Whenever the word "controls" shows up in a line of the data, copy that line.

Collected data entries:
--*--
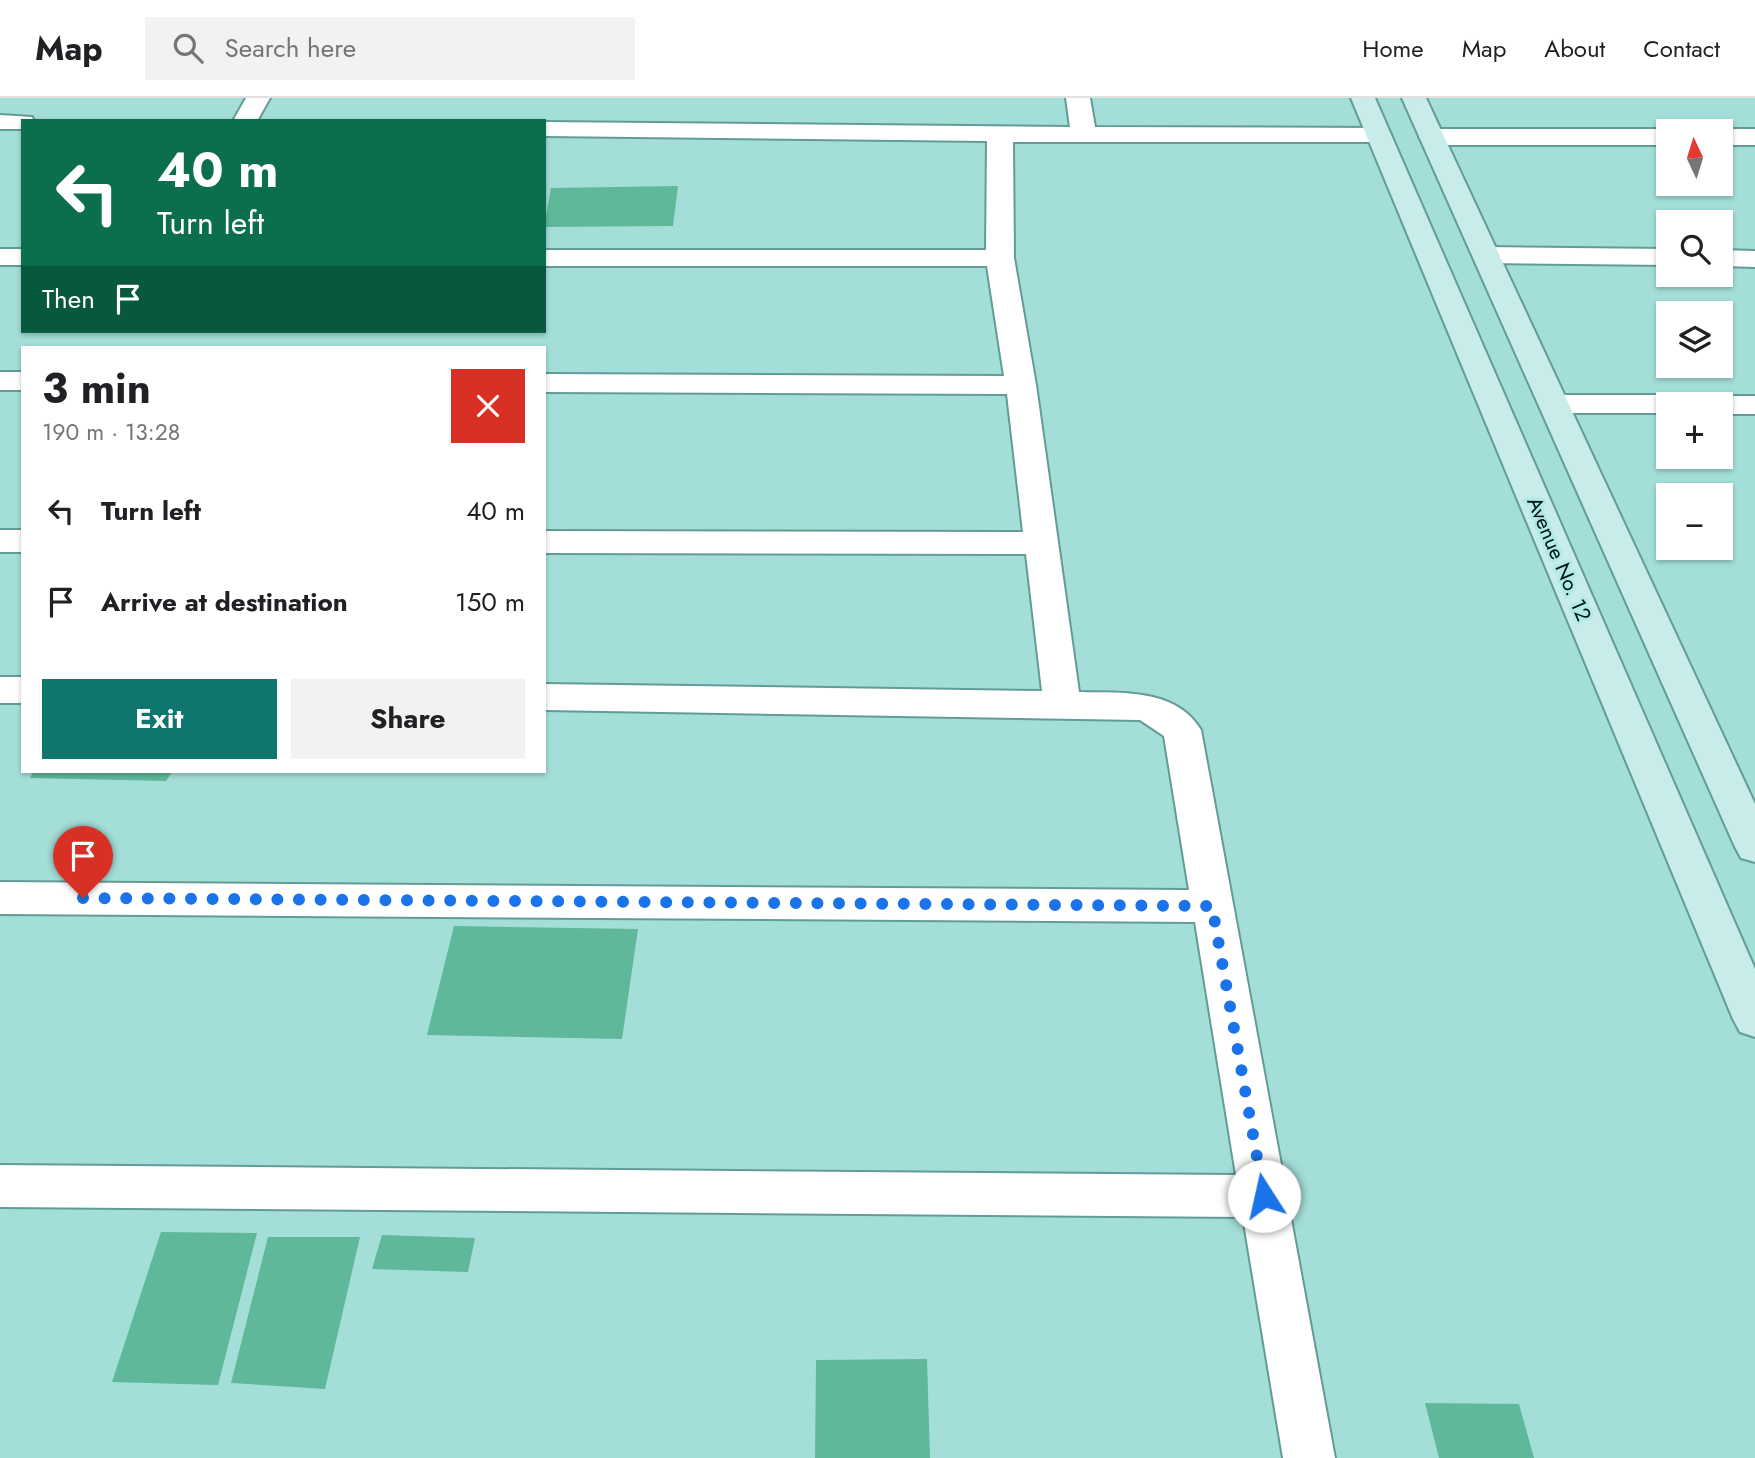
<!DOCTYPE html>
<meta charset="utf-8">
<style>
body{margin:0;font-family:Jost,sans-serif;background:#f2f2f2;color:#202124;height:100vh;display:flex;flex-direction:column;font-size:26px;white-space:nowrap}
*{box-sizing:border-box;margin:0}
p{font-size:23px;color:#757577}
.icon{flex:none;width:38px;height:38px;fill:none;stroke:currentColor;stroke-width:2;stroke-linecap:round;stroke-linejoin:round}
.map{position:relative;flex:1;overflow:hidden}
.details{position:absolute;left:21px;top:248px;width:525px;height:427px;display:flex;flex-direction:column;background:#fff;border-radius:0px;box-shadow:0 2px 5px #0004}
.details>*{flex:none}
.top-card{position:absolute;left:21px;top:21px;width:525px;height:214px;border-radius:0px;box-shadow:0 2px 5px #0004;background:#0b6e4f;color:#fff;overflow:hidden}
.needle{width:46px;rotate:356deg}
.controls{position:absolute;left:1656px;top:21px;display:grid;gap:14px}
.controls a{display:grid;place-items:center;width:77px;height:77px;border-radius:0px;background:#fff;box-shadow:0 2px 5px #0004;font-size:35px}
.pin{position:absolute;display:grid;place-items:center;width:60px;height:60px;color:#fff;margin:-72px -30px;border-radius:50% 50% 50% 0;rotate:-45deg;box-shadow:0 0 7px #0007}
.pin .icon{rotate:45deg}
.me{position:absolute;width:77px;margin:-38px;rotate:350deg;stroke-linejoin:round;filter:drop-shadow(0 0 5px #0008)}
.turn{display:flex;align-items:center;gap:24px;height:147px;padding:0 21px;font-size:32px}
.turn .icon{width:91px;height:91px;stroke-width:2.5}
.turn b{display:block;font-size:49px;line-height:60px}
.then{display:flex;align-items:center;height:66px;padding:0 21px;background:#0003;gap:14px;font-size:26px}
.round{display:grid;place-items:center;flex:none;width:74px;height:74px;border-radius:0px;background:#f2f2f2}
.overview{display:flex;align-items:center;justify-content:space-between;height:119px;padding:0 21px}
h1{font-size:42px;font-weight:700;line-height:52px}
.button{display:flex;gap:14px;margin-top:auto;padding:14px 21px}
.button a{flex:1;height:80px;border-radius:0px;background:#0f766e;color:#fff;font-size:28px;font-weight:700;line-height:80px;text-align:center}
.button a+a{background:#f2f2f2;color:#202124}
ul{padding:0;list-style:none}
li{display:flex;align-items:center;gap:21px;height:91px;padding:0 21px}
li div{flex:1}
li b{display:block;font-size:26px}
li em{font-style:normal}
header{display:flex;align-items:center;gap:42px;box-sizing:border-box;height:98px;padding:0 35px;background:#fff;border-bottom:2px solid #e0e0e0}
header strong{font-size:33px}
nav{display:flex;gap:38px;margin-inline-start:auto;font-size:24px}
.search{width:490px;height:63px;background:#f2f2f2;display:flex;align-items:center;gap:18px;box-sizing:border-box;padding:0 24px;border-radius:0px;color:#757577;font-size:26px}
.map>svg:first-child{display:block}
.building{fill:#5fb89a}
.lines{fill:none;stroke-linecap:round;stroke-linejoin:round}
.street-casing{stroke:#639b96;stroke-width:4}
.secondary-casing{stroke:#639b96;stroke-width:4}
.street{fill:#fff;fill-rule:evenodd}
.secondary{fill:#c8ecea;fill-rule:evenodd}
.route{stroke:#1a73e8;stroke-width:12;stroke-dasharray:0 21.6}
.labels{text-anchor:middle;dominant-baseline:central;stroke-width:6;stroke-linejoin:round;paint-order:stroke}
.street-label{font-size:21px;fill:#011514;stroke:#b1ebe6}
</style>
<header>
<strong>Map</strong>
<div class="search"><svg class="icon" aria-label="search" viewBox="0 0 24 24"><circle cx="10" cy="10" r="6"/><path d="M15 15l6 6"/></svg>Search here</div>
<nav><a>Home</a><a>Map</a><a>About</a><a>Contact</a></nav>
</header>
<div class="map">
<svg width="1755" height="1360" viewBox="0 0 1755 1360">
<rect width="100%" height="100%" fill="#a4ded9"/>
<g class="building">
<polygon points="678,88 673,128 544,129 551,90"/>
<polygon points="33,674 172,674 166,683 30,680"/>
<polygon points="454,828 638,831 622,941 427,937"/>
<polygon points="161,1134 257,1135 218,1287 112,1284"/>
<polygon points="382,1137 475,1140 468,1174 372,1171"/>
<polygon points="268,1139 360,1139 325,1291 231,1285"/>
<polygon points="927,1261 930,1360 815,1360 816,1262"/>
<polygon points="1425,1305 1519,1306 1534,1360 1439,1360"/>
</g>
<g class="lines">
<g class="street-casing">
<g id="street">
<polygon points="246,0 270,0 257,23 233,23"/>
<path d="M1066,0H1090L1095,29L1379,30L1388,32L1391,37L1388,42L1379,44H1013L1014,160L1036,287L1079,594C1121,595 1176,590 1201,632L1335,1360H1283L1243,1119L0,1109V1067L1236,1077L1195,824L0,816V784L1189,792L1164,638L1140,622L544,612V586L1042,593L1026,456L544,455V433L1023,434L1007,296L544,294V276L1004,278L987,168H544V152H986L987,43L544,38V24L1070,29Z"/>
<polygon points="0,17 32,19 34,23 23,23 23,31 0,31"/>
<polygon points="1432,31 1668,31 1675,33 1668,33 1668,47 1432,47 1423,44 1419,39 1423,34"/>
<polygon points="1720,31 1755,31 1755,47 1720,47 1720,33 1713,33"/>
<polygon points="1486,149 1668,151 1668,167 1486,165 1476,163 1472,157 1476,151"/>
<rect x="0" y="151" width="23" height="16"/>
<polygon points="1720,152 1755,153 1755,169 1720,168"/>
<rect x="0" y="274" width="23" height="18"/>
<polygon points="1554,297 1668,297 1679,300 1683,306 1668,306 1668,315 1554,315 1543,312 1539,306 1543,300"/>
<polygon points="1720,298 1755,298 1755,316 1720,316 1720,306 1705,306 1709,300"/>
<rect x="0" y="432" width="23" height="22"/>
<rect x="0" y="579" width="23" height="26"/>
</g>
</g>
<g class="secondary-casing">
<g id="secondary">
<polygon points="1351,0 1375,0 1755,871 1755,939 1740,934 1733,921"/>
<polygon points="1402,0 1426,0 1755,706 1755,764 1741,760 1735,749"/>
</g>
</g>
<use href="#street" class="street"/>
<use href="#secondary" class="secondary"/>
</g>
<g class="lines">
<polyline class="route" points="83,800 1212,808 1264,1098"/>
</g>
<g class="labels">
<g class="street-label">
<text transform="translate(1559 461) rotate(67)">Avenue No. 12</text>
</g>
</g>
</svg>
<div class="controls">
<a><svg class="needle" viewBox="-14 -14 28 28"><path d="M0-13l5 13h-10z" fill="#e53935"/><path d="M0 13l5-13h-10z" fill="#757577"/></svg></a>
<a><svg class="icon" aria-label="search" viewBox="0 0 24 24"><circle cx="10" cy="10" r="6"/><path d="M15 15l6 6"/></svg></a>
<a><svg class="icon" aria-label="layers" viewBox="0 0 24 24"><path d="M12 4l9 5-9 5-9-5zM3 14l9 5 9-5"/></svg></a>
<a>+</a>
<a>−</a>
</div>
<div class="pin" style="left:83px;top:800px;background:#d93025"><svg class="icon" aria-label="arrive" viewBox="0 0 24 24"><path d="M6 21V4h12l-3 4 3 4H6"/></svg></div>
<svg class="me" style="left:1264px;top:1098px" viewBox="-20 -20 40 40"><circle r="19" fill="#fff"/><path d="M0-13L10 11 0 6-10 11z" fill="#1a73e8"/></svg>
<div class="top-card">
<div class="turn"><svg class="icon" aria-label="left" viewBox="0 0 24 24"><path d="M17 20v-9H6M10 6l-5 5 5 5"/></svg><div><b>40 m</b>Turn left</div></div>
<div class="then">Then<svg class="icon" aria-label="arrive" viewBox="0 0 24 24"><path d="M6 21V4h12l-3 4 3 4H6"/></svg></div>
</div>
<section class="details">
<div class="overview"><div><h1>3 min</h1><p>190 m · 13:28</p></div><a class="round" style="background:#d93025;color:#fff"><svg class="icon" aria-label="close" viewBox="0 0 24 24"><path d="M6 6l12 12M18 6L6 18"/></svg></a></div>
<ul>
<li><svg class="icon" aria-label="left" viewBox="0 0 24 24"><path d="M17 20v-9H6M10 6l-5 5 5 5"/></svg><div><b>Turn left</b></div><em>40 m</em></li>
<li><svg class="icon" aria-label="arrive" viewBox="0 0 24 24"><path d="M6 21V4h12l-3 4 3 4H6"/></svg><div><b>Arrive at destination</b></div><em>150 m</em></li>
</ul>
<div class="button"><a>Exit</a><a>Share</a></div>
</section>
</div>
--*--
◆ **SOLVED PROBLEM**:
.controls{position:absolute;left:1656px;top:21px;display:grid;gap:14px}
.controls a{display:grid;place-items:center;width:77px;height:77px;border-radius:0px;background:#fff;box-shadow:0 2px 5px #0004;font-size:35px}
<div class="controls">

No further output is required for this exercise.